A.F., anni 39: Sono una madre “dovro’ prostituirmi sotto i vostri uffici per acquistare i farmaci a mia figlia?”

Lunedì 11 maggio 2009 · Ufficio Stampa

A.F., trentanovenne separata e precaria, ha una figlia adolescente affetta da due anni da una rarissima malattia neurodegenerativa:

L’Atassia di Friedreich che comporta gravi problemi cardiopatici. Per la malattia ancora non ci sono farmaci, ma le complicanze cardiopatiche possono essere contrastate con l’idebenone “MNESIS”.

Sulla Gazzetta Ufficiale n.290 del 12 dicembre 2008 è stata pubblicata la determinazione con cui si esclude il medicinale Mnesis dall’elenco dei farmaci erogabili dal Servizio Sanitario Nazionale.
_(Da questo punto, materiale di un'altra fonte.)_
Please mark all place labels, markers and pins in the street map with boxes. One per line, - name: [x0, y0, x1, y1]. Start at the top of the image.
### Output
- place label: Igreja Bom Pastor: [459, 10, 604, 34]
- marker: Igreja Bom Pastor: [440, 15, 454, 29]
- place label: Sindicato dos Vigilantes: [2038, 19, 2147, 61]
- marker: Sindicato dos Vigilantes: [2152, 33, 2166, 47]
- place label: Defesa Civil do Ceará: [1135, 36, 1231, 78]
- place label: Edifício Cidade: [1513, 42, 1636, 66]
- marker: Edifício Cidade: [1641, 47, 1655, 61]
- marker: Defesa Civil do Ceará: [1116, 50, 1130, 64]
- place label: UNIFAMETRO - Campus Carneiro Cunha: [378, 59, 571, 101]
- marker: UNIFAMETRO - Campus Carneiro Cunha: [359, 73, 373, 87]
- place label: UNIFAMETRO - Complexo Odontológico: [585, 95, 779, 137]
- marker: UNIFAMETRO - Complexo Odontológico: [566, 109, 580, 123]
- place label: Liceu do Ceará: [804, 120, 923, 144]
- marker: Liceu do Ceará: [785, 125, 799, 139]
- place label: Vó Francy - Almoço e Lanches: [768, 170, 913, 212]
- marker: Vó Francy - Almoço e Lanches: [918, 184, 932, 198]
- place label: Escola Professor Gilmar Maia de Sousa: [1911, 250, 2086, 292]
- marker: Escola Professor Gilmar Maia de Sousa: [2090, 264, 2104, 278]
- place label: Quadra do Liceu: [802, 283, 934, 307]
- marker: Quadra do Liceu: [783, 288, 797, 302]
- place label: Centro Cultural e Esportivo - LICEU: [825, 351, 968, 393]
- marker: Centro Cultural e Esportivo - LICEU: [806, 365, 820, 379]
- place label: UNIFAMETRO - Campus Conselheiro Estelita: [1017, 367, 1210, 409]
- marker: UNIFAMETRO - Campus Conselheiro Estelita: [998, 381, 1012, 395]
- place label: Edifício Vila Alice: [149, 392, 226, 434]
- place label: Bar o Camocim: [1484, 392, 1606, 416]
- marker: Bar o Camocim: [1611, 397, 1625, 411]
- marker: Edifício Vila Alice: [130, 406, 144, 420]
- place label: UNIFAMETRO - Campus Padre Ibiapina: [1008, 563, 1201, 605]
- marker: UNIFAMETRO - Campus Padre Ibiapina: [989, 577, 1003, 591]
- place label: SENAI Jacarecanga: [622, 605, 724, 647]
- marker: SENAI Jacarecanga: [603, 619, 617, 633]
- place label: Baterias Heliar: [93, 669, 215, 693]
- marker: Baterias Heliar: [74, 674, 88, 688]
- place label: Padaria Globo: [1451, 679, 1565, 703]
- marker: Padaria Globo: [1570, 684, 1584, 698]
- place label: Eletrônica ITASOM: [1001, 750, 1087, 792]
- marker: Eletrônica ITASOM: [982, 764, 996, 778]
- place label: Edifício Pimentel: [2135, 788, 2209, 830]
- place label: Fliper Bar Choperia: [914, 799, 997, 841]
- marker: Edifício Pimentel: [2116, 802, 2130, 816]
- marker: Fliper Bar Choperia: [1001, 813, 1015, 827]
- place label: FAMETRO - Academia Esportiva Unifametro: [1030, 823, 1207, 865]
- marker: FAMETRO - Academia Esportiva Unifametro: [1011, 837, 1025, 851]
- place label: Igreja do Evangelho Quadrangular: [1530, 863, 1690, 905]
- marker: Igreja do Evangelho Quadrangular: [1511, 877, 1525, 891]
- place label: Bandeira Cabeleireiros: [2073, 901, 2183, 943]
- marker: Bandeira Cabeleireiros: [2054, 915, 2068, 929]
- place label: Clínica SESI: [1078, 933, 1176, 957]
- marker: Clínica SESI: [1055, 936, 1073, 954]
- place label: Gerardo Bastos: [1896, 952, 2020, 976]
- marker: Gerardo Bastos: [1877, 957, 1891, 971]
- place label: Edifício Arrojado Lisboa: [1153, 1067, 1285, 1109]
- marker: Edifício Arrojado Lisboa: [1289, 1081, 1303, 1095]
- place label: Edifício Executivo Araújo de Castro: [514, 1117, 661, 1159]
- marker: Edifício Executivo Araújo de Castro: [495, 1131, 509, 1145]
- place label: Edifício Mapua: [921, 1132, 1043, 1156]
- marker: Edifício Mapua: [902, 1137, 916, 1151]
A. F. minaccia di prostituirsi, dinanzi agli uffici del Parlamento, al fine di racimolare i soldi necessari per acquistare il farmaco per la figlia.

Il responsabile dell’Osservatorio per la Tutela e lo Sviluppo dell’Associazione “Giuseppe Dossetti” : i Valori” (www.dossetti.it) ha dichiarato:

“Chiediamo al Parlamento di permettere alle famiglie con malati affetti da Atassia di Friedreich di accedere gratuitamente al farmaco Mines, riconosciuto dalla comunità scientifica unico medicinale in grado di contrastare l’ipertrofia cardiaca procurata dalla malattia.

Molti bambini affetti da questa malattia rara assumo da anni il medicinale il cui costo, 40 euro a scatola per cicli di 12 scatole al mese, è proibitivo anche per l’attuale situazione economica del Paese”.

Il diritto alla salute e alla vita non può negare un accesso ad un farmaco salvavita considerato tale da anni ed erogato dal SSN dopo le sperimentazioni richieste dalla Legge, e dopo rigidi esami avvenuti al centro Besta di Milano.

L’Associazione “G. Dossetti: i Valori” organizza, per il 27 p.v. presso la Sala delle Conferenze della Camera dei Deputati, il Convegno “Malattie Rare e Disabilità: siamo Rari…ma Tanti”, dedicato a tutte le persone che vivono i disagi legati alle patologie rare, per dar loro la possibilità di rendersi partecipi della propria vicenda esistenziale e di partecipare attivamente alle decisioni da intraprendere a livello legislativo.

Oggi che si dibatte tanto sul testamento biologico, se davvero si vuole difendere la vita contro una ogni cultura di morte, non sarebbe più opportuno dar vita a provvedimenti che diano speranza alle famiglia e certezza ai malati e che tolgano dalla disperazione le madri dei bambini affetti da tale patologia?